La nostra vita oscilla tra dolore (quando desideriamo qualcosa), noia (quando non abbiamo stimoli) e piacere (che è solo l'assenza temporanea del dolore). Il "velo di Maya" ci inganna facendoci credere di essere individui separati, ma in realtà siamo tutti manifestazioni della stessa Volontà universale.
Fortunatamente Schopenhauer ci offre tre vie di liberazione: l'arte (che ci fa dimenticare temporaneamente i nostri bisogni), la morale (basata sulla compassione per gli altri), e l'ascesi (il distacco completo dal mondo). Solo quest'ultima è la soluzione definitiva.
Kierkegaard invece mette al centro l'esistenza concreta dell'individuo. Di fronte alle infinite possibilità della vita, dobbiamo scegliere - e questo genera angoscia. Non è paura di qualcosa di specifico, ma il vertiginoso senso del vuoto davanti alle nostre scelte.
💡 Ricorda: Per Schopenhauer il problema è la Volontà che ci domina; per Kierkegaard è l'angoscia di dover scegliere chi essere.

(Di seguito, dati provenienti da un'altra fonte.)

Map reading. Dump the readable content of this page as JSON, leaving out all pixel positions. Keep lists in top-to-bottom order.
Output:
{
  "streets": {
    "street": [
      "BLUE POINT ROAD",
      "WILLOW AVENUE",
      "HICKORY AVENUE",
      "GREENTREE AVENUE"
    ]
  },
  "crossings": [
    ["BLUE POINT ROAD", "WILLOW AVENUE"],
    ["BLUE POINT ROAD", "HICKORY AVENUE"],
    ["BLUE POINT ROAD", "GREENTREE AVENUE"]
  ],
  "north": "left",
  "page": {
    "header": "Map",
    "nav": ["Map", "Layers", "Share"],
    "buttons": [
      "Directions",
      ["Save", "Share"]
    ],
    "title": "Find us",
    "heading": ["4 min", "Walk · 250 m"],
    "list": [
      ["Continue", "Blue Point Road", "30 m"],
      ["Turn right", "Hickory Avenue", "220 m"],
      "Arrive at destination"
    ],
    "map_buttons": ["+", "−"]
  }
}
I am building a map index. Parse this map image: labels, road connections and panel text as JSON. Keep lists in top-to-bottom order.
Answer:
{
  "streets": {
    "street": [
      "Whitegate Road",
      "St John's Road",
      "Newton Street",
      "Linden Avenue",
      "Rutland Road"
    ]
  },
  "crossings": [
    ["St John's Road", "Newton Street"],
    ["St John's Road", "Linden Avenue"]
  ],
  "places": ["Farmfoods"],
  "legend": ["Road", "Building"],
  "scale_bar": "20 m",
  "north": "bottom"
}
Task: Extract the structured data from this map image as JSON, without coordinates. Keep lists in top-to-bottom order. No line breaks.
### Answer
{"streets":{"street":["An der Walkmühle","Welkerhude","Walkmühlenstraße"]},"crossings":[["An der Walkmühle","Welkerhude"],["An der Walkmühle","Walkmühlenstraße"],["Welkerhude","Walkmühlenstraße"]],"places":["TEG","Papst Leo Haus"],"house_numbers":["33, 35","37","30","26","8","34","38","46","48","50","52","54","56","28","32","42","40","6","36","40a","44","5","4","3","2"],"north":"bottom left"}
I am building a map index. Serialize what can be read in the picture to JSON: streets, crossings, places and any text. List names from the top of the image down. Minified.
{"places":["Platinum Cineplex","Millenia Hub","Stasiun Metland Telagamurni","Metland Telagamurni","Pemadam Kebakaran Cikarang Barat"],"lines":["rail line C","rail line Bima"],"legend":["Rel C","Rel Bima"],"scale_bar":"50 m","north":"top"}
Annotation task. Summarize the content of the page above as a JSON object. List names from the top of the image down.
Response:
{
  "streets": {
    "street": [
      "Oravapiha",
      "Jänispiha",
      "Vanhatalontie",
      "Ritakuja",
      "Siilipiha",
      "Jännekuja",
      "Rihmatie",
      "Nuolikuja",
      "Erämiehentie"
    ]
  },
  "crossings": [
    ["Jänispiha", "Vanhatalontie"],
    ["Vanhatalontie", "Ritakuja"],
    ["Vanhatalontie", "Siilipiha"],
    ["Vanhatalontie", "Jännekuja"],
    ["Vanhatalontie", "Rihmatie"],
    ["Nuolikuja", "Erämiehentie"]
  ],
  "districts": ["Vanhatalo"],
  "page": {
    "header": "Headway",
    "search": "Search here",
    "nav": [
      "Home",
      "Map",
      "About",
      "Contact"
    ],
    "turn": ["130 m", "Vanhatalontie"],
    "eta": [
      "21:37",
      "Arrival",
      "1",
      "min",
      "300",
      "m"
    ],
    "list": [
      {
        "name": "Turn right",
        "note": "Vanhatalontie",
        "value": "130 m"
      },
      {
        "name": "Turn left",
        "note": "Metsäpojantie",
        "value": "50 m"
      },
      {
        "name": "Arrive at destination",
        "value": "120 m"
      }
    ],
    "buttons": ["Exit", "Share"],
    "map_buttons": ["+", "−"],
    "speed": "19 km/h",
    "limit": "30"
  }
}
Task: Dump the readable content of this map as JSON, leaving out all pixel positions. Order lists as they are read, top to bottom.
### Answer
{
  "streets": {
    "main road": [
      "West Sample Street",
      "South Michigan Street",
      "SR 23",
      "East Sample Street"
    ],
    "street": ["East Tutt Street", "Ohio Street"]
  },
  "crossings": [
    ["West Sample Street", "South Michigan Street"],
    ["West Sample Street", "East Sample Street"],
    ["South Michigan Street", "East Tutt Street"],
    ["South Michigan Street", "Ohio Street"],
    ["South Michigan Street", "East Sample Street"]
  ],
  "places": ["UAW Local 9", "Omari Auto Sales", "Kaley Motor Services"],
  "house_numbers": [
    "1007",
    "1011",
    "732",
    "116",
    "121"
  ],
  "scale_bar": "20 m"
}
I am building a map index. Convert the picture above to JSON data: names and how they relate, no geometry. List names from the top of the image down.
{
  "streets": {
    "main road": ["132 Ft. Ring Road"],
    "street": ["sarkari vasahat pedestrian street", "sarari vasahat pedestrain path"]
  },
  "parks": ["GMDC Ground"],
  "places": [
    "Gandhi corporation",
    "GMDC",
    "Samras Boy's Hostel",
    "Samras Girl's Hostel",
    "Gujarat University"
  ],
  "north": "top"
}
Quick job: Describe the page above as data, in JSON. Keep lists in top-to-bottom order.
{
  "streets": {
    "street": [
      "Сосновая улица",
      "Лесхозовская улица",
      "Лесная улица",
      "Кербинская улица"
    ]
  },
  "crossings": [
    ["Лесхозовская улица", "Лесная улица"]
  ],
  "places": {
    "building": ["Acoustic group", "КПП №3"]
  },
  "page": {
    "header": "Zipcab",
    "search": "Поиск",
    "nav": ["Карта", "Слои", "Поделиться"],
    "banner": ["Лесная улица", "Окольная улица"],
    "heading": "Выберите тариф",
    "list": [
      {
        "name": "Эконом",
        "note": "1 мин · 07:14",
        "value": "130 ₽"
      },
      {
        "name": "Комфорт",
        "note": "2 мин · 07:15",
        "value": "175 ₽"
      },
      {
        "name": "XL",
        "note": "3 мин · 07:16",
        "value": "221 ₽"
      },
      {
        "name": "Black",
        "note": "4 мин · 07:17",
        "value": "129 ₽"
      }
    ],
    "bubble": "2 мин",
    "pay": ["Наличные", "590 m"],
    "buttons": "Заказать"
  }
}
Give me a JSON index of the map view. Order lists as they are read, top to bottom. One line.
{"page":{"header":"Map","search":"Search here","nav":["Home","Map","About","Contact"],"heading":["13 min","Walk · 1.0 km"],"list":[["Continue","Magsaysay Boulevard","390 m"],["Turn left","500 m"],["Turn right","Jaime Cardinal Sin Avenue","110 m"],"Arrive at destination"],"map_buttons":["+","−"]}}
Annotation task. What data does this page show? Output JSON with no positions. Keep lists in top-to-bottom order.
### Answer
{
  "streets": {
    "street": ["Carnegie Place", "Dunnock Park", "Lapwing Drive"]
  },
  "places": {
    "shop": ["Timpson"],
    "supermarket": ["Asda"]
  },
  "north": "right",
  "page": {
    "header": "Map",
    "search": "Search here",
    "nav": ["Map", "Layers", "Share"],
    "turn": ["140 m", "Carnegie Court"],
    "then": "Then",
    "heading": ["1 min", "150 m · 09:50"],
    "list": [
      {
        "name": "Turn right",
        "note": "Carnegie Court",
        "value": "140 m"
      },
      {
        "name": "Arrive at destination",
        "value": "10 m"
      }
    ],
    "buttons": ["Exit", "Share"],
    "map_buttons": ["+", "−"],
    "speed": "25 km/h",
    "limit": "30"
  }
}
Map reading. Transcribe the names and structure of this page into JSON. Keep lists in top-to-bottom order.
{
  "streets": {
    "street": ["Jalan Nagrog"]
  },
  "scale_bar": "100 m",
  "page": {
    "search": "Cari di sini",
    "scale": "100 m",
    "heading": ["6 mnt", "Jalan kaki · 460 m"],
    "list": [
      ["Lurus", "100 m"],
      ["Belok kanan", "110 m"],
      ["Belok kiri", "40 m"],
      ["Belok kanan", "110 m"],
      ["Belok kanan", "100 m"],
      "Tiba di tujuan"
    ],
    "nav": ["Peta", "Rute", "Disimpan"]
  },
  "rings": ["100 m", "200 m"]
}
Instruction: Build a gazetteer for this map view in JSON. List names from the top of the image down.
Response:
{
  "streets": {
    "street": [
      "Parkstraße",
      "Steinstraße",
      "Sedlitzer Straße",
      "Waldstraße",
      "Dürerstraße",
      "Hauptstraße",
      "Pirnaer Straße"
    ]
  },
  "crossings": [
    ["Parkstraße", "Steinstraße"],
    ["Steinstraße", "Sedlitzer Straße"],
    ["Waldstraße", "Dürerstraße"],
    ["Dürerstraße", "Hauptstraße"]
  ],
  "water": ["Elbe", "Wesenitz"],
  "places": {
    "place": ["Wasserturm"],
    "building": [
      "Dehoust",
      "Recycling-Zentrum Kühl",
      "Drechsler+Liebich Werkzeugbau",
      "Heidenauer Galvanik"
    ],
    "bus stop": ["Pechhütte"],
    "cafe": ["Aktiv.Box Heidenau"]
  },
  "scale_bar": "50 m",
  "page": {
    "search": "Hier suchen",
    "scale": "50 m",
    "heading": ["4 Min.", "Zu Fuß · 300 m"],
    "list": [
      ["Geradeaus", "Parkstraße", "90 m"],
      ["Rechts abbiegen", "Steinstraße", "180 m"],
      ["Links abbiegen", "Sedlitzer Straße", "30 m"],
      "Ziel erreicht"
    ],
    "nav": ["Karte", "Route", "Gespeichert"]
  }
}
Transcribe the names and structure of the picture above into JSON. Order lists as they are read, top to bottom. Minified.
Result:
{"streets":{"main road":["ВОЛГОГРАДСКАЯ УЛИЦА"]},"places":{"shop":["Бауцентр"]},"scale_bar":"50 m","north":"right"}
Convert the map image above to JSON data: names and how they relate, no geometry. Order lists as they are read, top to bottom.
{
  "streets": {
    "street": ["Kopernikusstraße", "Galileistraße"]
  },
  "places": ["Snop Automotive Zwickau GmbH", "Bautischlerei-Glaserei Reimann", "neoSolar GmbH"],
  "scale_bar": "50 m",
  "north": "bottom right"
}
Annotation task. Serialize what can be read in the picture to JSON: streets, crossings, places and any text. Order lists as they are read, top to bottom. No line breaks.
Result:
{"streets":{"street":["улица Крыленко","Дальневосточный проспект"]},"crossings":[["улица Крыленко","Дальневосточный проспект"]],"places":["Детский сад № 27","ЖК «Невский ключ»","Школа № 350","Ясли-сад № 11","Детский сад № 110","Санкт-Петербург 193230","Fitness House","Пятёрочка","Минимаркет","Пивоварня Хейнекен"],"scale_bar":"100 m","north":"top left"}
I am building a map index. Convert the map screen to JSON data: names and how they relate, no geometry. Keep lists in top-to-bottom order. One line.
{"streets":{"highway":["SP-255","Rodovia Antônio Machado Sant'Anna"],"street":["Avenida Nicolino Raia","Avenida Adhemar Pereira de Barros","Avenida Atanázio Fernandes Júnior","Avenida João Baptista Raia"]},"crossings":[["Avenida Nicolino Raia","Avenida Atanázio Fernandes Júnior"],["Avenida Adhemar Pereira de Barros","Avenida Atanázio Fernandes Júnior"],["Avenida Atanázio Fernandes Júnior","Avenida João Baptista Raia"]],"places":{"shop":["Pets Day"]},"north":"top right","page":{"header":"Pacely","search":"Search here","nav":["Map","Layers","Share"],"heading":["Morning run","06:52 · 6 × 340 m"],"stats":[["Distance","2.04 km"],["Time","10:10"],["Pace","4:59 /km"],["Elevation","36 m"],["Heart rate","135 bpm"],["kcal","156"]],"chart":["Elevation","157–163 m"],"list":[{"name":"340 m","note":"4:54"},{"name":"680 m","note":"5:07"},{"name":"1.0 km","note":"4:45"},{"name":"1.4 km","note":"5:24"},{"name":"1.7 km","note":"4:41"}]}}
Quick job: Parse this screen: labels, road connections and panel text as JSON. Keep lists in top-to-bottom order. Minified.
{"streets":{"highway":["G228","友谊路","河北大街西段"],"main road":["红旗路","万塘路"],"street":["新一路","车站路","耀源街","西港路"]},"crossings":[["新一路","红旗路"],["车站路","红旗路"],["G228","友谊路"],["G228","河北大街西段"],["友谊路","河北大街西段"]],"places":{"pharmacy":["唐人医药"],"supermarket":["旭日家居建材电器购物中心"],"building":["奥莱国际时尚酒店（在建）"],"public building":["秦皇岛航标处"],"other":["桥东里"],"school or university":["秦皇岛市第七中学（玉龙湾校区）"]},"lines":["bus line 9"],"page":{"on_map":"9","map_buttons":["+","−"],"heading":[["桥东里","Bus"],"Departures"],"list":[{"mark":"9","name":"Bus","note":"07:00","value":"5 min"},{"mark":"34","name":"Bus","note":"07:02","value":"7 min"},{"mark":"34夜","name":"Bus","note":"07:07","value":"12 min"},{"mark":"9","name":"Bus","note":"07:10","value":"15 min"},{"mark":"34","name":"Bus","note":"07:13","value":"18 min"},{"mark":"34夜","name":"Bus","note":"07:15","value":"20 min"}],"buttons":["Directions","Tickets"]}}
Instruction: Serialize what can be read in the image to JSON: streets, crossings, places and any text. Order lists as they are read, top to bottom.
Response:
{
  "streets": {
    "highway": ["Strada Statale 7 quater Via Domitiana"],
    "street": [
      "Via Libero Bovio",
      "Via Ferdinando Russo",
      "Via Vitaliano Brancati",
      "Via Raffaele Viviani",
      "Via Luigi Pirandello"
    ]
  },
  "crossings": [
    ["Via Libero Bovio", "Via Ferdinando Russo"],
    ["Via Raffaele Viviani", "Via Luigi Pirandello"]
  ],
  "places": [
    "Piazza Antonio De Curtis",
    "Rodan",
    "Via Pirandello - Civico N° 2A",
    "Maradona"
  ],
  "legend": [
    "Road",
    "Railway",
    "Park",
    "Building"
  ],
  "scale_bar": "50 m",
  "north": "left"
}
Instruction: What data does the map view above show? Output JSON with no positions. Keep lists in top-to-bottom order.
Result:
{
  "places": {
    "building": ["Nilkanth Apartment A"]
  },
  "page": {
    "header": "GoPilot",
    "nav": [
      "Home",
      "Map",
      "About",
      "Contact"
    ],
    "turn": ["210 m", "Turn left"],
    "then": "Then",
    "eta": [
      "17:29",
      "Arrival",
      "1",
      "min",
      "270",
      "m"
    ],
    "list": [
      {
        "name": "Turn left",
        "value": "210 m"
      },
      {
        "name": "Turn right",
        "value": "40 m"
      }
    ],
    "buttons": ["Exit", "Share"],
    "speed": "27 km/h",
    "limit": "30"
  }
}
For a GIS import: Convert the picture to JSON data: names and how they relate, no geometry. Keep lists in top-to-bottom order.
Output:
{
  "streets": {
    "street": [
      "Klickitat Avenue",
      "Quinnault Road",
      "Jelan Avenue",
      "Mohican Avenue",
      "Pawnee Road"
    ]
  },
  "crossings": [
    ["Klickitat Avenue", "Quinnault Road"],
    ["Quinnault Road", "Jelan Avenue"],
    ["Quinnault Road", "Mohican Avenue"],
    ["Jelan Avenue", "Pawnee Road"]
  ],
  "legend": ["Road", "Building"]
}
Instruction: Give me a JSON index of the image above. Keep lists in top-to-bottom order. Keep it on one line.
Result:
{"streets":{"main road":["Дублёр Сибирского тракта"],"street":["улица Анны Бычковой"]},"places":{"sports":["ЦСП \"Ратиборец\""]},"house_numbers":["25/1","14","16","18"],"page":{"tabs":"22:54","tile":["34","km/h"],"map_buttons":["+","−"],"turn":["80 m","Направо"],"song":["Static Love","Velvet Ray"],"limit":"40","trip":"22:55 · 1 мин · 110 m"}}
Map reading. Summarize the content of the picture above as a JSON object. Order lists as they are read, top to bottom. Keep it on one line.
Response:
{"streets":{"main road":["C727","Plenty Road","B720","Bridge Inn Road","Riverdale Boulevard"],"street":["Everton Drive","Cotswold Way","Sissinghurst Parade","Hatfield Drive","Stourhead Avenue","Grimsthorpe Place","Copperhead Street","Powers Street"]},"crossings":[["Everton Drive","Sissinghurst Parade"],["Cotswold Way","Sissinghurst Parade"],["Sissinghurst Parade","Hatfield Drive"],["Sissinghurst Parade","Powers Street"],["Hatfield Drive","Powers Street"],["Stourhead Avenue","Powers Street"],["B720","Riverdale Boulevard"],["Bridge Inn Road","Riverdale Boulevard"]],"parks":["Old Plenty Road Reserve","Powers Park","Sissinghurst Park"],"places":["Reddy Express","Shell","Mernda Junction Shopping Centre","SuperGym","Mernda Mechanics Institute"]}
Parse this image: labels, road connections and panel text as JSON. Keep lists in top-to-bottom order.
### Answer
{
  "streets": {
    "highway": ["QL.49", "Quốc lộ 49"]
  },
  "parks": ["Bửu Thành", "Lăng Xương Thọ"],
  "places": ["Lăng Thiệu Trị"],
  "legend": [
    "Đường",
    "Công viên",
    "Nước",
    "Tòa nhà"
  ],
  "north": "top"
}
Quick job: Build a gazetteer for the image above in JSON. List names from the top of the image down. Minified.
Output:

La disperazione nasce dal rapporto conflittuale dell'uomo con se stesso, consapevole della propria finitudine. Kierkegaard identifica tre stadi dell'esistenza: quello estetico (vita superficiale di Don Giovanni), quello etico (vita responsabile dell'assessore Guglielmo), e quello religioso (il salto nella fede di Abramo). Solo la fede - irrazionale e paradossale - ci permette di superare la contraddizione tra finito e infinito.